One of the most common arguments made by gun rights advocates is that keeping and bearing arms is essential for self-defense. One of the most common counterarguments made by gun control advocates is that people should rely on professionals to protect them. Professionals in their case means law enforcers, which leaves a giant hole in their counterargument. Courts have consistently ruled that law enforcers have no duty to protect people. A new ruling clarifies that that lack of duty includes children:
A federal judge says Broward schools and the Sheriff’s Office had no legal duty to protect students during the shooting at Marjory Stoneman Douglas High School.
U.S. District Judge Beth Bloom dismissed a suit filed by 15 students who claimed they were traumatized by the crisis in February. The suit named six defendants, including the Broward school district and the Broward Sheriff’s Office, as well as school deputy Scot Peterson and campus monitor Andrew Medina.

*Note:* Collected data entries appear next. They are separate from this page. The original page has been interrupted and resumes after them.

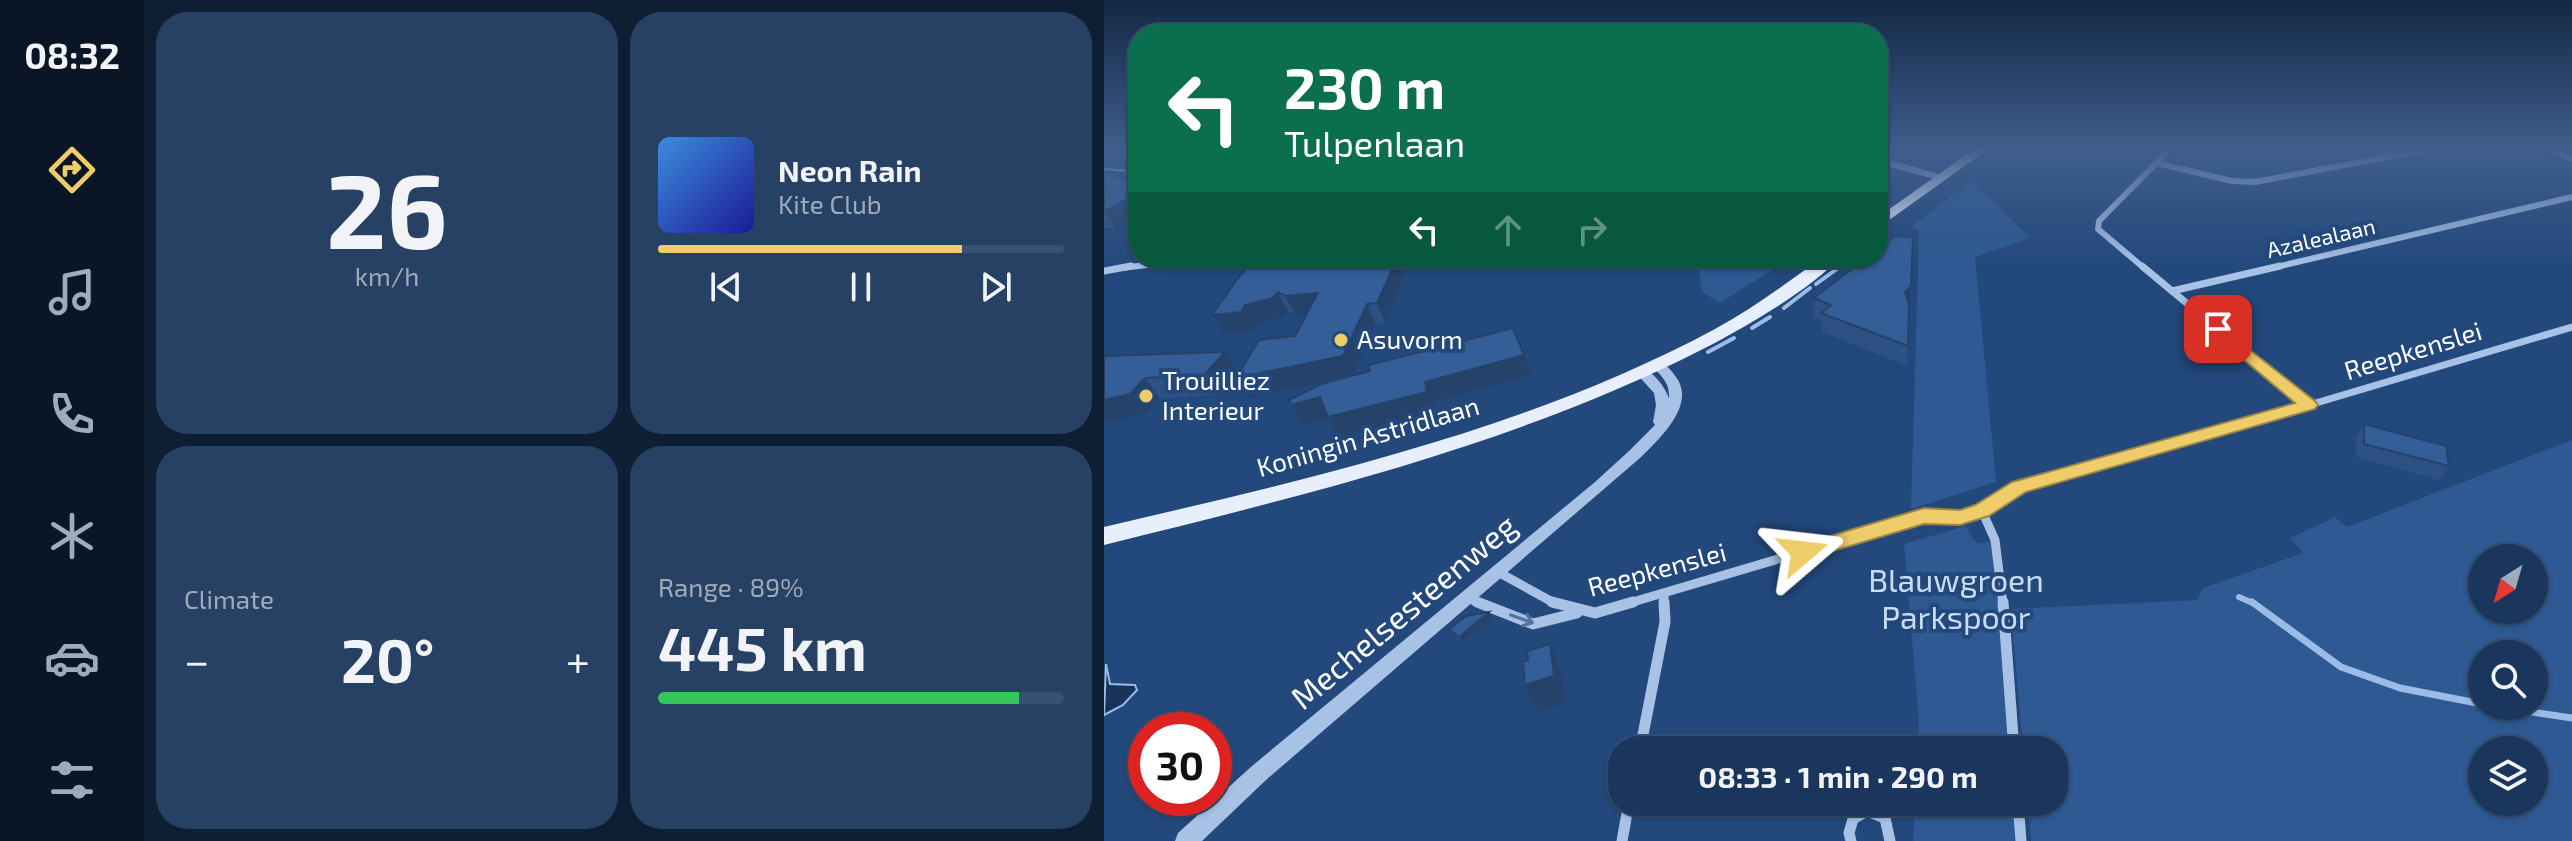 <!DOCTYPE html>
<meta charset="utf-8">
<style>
body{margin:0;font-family:"Exo 2",sans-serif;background:#274165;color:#f1f3f6;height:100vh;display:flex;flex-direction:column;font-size:30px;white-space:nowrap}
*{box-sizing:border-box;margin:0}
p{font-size:26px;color:#9fabbb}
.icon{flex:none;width:44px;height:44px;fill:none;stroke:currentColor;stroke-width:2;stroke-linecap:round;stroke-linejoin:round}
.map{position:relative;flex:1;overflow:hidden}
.details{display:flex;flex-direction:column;gap:12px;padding:12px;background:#0e1e33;width:960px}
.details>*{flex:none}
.hud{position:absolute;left:24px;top:24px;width:760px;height:244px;border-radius:32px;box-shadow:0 2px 6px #0004,0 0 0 2px #385072;background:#0b6e4f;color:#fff;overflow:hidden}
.needle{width:52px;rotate:217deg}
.fabs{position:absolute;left:1364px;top:544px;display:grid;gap:16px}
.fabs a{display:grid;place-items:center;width:80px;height:80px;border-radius:50%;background:#1a365c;box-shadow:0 2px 6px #0004,0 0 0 2px #385072;font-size:40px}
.speed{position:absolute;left:24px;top:712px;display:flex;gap:16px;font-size:40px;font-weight:700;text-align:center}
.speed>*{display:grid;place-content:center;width:104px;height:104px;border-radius:50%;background:#1a365c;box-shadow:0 2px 6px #0004,0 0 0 2px #385072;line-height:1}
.speed .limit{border:12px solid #d22;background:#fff;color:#111}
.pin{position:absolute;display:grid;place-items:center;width:68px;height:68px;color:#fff;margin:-34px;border-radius:16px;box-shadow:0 4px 12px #0006}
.me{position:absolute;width:88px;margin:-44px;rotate:73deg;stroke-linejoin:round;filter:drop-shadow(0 0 6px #0008)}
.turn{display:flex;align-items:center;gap:28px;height:168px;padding:0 24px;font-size:36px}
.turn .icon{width:104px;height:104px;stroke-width:2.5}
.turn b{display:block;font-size:56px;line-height:68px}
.lanes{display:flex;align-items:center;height:76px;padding:0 24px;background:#0003;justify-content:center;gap:40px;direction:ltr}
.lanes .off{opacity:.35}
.big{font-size:60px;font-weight:700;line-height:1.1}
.details .widget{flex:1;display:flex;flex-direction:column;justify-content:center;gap:12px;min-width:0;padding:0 28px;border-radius:32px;background:#274165}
.details .dial{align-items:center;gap:0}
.dial b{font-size:104px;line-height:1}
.song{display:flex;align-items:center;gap:24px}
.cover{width:96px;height:96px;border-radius:12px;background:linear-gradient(135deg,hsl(210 70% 55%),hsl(240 70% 35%))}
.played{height:8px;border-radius:4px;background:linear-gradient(90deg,#efcc6a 75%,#385072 75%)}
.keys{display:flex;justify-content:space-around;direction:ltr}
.heat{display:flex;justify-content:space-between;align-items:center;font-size:44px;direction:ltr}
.charge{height:12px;border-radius:6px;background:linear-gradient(90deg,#34c759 89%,#385072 0)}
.details .tiles{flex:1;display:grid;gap:12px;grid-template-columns:repeat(2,1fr)}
.trip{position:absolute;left:504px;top:736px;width:460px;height:80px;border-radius:32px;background:#1a365c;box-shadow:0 2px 6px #0004,0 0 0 2px #385072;font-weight:700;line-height:80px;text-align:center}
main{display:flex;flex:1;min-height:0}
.menu{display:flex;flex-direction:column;width:144px;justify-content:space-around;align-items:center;background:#0a1625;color:#9fabbb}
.menu .icon{width:56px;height:56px}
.menu .on{color:#efcc6a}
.menu b{font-size:36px;color:#f1f3f6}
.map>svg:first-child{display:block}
</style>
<main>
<nav class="menu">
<b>08:32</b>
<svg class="icon on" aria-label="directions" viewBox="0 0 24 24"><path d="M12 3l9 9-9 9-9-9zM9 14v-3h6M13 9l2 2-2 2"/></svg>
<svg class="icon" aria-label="music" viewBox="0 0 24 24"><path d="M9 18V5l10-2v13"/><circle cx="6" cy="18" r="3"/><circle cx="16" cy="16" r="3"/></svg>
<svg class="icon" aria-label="phone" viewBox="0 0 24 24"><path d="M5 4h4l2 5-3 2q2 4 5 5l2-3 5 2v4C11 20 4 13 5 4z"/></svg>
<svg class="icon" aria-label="climate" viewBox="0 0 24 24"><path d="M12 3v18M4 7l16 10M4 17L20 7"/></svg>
<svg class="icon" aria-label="car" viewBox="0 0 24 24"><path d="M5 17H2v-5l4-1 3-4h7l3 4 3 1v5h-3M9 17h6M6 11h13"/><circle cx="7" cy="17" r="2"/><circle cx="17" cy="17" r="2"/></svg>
<svg class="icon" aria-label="filters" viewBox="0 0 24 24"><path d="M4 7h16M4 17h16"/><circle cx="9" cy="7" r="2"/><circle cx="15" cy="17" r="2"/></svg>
</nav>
<section class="details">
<div class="tiles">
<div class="widget dial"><b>26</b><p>km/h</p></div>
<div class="widget">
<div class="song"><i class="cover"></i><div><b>Neon Rain</b><p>Kite Club</p></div></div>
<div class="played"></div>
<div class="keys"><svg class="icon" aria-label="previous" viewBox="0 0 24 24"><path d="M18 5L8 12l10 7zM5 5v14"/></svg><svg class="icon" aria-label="pause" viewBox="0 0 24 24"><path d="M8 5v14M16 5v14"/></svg><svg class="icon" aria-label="next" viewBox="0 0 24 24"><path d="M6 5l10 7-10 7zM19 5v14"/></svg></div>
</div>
<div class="widget"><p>Climate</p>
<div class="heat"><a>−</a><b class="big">20°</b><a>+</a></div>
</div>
<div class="widget"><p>Range · 89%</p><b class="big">445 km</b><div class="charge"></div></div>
</div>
</section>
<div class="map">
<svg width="1468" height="841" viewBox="0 0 1468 841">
<rect width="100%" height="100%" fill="#23487b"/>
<g fill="#2e5993" fill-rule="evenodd">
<polygon points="867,181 926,238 871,257 892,482 807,509 815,230 807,227"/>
<polygon points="593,258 687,258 616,303 598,292"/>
<path d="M1468,440V841H927L924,802H950V750H919L907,609L1093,600L1099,588L1199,553L1186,538L1231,517L1243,527ZM1378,558H1430V610H1378ZM1378,654H1430V706H1378ZM1378,750H1430V802H1378Z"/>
<polygon points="861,526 873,544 891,540 910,750 814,750 815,722 800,544"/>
<polygon points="811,802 914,802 917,841 809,841"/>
</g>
<polygon fill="#18345b" stroke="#9bbce6" stroke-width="2" points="2,664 6,684 31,685 33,690 19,705 0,715"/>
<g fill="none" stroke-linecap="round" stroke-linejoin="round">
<polyline stroke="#9bbce6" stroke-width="3" points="734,268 747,258"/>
<g stroke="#9bbce6" stroke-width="4">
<polyline points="712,284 737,266"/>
<polyline points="680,308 706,288"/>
<polyline points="648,328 666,317"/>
<polyline points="604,352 630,338"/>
</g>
<polyline stroke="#9bbce6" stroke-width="6" points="1135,597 1151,604"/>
<g stroke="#9bbce6" stroke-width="7">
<polyline points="1148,602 1237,667 1296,688 1378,704"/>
<polyline points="1387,706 1468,718"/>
</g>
<g stroke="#a7c2e5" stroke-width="6">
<polyline points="1445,150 1468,159"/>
<polyline points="774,160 838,178"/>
<polyline points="1052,163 1128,181 1151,182 1320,150"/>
<polyline points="0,171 34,173"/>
<polyline points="17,268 103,258"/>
<polyline points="1040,268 994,229 995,221 1065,150"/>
<polyline points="1168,268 1468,197"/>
</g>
<g stroke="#a7c2e5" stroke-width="7">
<polyline points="1038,266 1205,405"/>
<polyline points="0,271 27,266"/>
<polyline points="1068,291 1176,266"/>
<polyline points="1168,416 1468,327"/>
</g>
<g stroke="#a7c2e5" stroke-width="9">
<polyline points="878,511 891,540 899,604"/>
<polyline points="394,572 452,604"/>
<polyline points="560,594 560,604"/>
<polyline points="364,598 378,604"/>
<path d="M522,604L820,516C868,519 876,512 915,487L1175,414"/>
</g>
<g stroke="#a7c2e5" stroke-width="11">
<polyline points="373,602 429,624 473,613"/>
<polyline points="448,602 491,613 529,602"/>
<polyline points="899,602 910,750"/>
<polyline points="536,750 561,622 560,602"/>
<polyline points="914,802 917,841"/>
<polyline points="518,841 525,802"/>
<polyline points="747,841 745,833 749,819 763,811 781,818 786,841"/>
</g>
<path fill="#a7c2e5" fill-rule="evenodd" d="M553,360C561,363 567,370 572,377C593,405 554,440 536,458L162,780L98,841H71L74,833L148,766L491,482L525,451L551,425L549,422L552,405L550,393L530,371L537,367C549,372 560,385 565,398C566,381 556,376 547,364Z"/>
<g fill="#e7effd" fill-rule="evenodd">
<polygon points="869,150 883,150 774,228 774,217"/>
<path d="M717,258H735C708,289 636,330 599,349C410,445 205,494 0,545V527C208,478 421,431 611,329C648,309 683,283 717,258Z"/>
</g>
</g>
<g fill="#2d5183">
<polygon points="7,150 34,150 34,158 11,157"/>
<polygon points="0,171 24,178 34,178 34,216 12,229 0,228"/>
<polygon points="307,258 281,323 271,324 249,375 420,355 427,375 329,402 331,412 235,437 224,418 199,425 237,378 145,398 132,378 191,336 203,314 191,315 184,311 179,317 152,324 148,331 120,335 108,315 134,278"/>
<polygon points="710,298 805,305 803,366 718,332 718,320 710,318"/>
<polygon points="121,352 133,372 113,395 55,398 40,414 0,356"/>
<polygon points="1260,424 1345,466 1335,480 1252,457 1252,438"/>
<polygon points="385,612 388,619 358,643 349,635 345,629"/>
</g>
<g fill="#24426a">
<polygon points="34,192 34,216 12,229 1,211"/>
<polygon points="293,258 307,258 281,323 273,303"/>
<polygon points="807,286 806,305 801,292"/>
<polygon points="174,292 184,311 179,317 152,324 148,331 120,335 108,315 141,305"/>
<polygon points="214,293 224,312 191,315 181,296"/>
<polygon points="263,304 271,324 249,376 145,398 132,378"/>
<polygon points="121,352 133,372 113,395 100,375"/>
<polygon points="420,355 427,375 329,402 331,412 235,437 224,418 199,425 187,405 216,397 321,382"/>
<polygon points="41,378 55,398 40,414 0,423 0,400"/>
<polygon points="385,612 388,619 358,643 355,637"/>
<polygon points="446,644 456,670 461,702 433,712 421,685"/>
</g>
<g fill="#345e98" stroke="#24426a" stroke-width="2">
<polygon points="0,171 21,173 13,177 34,178 34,192 1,211 0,211"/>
<polygon points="791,236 809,238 807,286 801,292 805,304 804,346 717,313 727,305 710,298 762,258 774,258 774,249"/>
<polygon points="152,258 293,258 273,303 263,304 239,356 132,378 155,340 191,336 214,293 181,296 174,292 169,298 141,305 137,312 108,315 134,278"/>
<polygon points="409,328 420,355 321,382 323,392 224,417 216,397 187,405 185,400 217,384 266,371 265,365"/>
<polygon points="121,352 100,375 41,378 26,394 0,400 0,356"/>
<polygon points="1260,424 1342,446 1345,466 1260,444"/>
<polygon points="385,612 355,637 345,629 362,616"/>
<polygon points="446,644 450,676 421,685 419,662 424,660 423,651"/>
</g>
<defs><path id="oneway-shaft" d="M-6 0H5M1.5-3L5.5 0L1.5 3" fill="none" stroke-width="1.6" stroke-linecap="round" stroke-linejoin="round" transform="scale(2)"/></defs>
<use stroke="#5173a0" href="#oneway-shaft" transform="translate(418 619) rotate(20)"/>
<linearGradient id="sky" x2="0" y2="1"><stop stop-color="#132844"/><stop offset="0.56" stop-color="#3f5e8d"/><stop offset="1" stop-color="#3f5e8d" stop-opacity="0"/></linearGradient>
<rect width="1468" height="267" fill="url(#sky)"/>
<polygon fill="#efcc6a" stroke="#9b8545" stroke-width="2" points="1114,325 1211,401 1214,405 1211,409 922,492 885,516 856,525 820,524 699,560 692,558 688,552 692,546 699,544 820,508 856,510 871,505 908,482 1191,403 1108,333 1108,326"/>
<g fill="#efcc6a" stroke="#23487b" stroke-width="3">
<circle cx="237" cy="340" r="8"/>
<circle cx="42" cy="396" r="8"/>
</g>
<g text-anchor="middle" stroke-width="8" stroke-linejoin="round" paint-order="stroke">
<g font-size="22" fill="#fff" stroke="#23487b">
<text transform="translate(1217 238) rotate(-13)" y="8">Azalealaan</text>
</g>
<g font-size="26" fill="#fff" stroke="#23487b" text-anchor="start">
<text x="253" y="349">Asuvorm</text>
<text x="58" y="390">Trouilliez<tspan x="58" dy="30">Interieur</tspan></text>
</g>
<g font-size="26" fill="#fff" stroke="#23487b">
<text transform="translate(1309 351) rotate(-17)" y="9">Reepkenslei</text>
<text transform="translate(264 437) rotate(-16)" y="9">Koningin Astridlaan</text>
<text transform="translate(553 570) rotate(-15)" y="9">Reepkenslei</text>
</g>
<g font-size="32" fill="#cadcf4" stroke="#23487b">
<text x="852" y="592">Blauwgroen<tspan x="852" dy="37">Parkspoor</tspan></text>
</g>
<g font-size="32" fill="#fff" stroke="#23487b">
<text transform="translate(300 612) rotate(-40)" y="11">Mechelsesteenweg</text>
</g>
</g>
</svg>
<div class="fabs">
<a><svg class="needle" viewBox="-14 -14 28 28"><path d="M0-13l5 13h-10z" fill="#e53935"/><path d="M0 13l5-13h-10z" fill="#9fabbb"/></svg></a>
<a><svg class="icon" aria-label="search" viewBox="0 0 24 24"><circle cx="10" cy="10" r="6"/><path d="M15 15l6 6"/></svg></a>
<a><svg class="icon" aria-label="layers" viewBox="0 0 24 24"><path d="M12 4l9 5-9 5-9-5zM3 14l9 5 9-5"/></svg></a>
</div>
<div class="speed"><div class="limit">30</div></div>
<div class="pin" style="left:1114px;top:329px;background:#d93025"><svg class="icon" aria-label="arrive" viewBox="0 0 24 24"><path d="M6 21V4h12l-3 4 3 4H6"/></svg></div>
<svg class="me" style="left:699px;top:552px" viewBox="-20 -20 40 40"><path d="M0-17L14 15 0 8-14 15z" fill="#efcc6a" stroke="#fff" stroke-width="4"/></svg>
<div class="trip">08:33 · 1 min · 290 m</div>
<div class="hud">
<div class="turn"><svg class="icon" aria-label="left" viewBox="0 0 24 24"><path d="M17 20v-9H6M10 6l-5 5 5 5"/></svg><div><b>230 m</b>Tulpenlaan</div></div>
<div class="lanes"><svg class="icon" aria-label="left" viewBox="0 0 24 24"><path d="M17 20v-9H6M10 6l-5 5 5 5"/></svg><svg class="icon off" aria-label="ahead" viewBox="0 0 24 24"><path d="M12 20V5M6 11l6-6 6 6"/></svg><svg class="icon off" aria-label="right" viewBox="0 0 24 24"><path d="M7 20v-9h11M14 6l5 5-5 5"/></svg></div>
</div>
</div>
</main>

Bloom ruled that the two agencies had no constitutional duty to protect students who were not in custody.
Whenever I’ve pointed this consistent ruling out to gun control advocates they’ve had to resort to the extremely weak counterargument that while law enforcers aren’t obligated to protect people, no decent law enforcer would shirk from doing so. Arguments based on what people should do can be immediately dismissed when discussing violence because people should refrain from initiating acts of violence. When the argument of self-defense arises, it is because what people should do has already been thrown out of the window. More specifically though the shooting at the Marjory Stoneman Douglas High School proved that there are law enforcers who will shirk from defending people.
As far as the courts are concerned, when somebody initiates violence against you, you’re on your own. If I were a student, I’d trust a teacher who likely has an emotional incentive to protect me far more than a random law enforcer who has no obligation whatsoever to protect me. Since I’d put more trust in a teacher, I’d prefer they have the option of being armed so they are better equipped to defend me if the need arises (as an added bonus, the need to defend me would be less likely to arise since the school would no longer be a tempting soft target).
One thought on “Once Again Courts Find Law Enforcers Have No Duty to Protect You”
I say the “judge” is FOS. The Minor Children at the school are there as required by law- no choice before a certain age, usually 16 years of age. That equals CUSTODY. No person who accused parents of abandonment, for example, would have a claim if it was learned that the kids were “abandoned” at their school for the day, as required by law for non home schooled kids, so CUSTODY. They are in the CUSTODY of the school, and those there to administer their various functions. While there, the kids are subject to rules of conduct to be followed-CUSTODY. Being minor children, if they violate said rules, they CANNOT be simply kicked to the curb- someone MUST be responsible for their well being until such time as a parent/guardian arrives- therefore, CUSTODY. That the Resource Officer is specifically assigned to the school, to serve those in CUSTODY, there is a duty to protect. Therefore, FOS.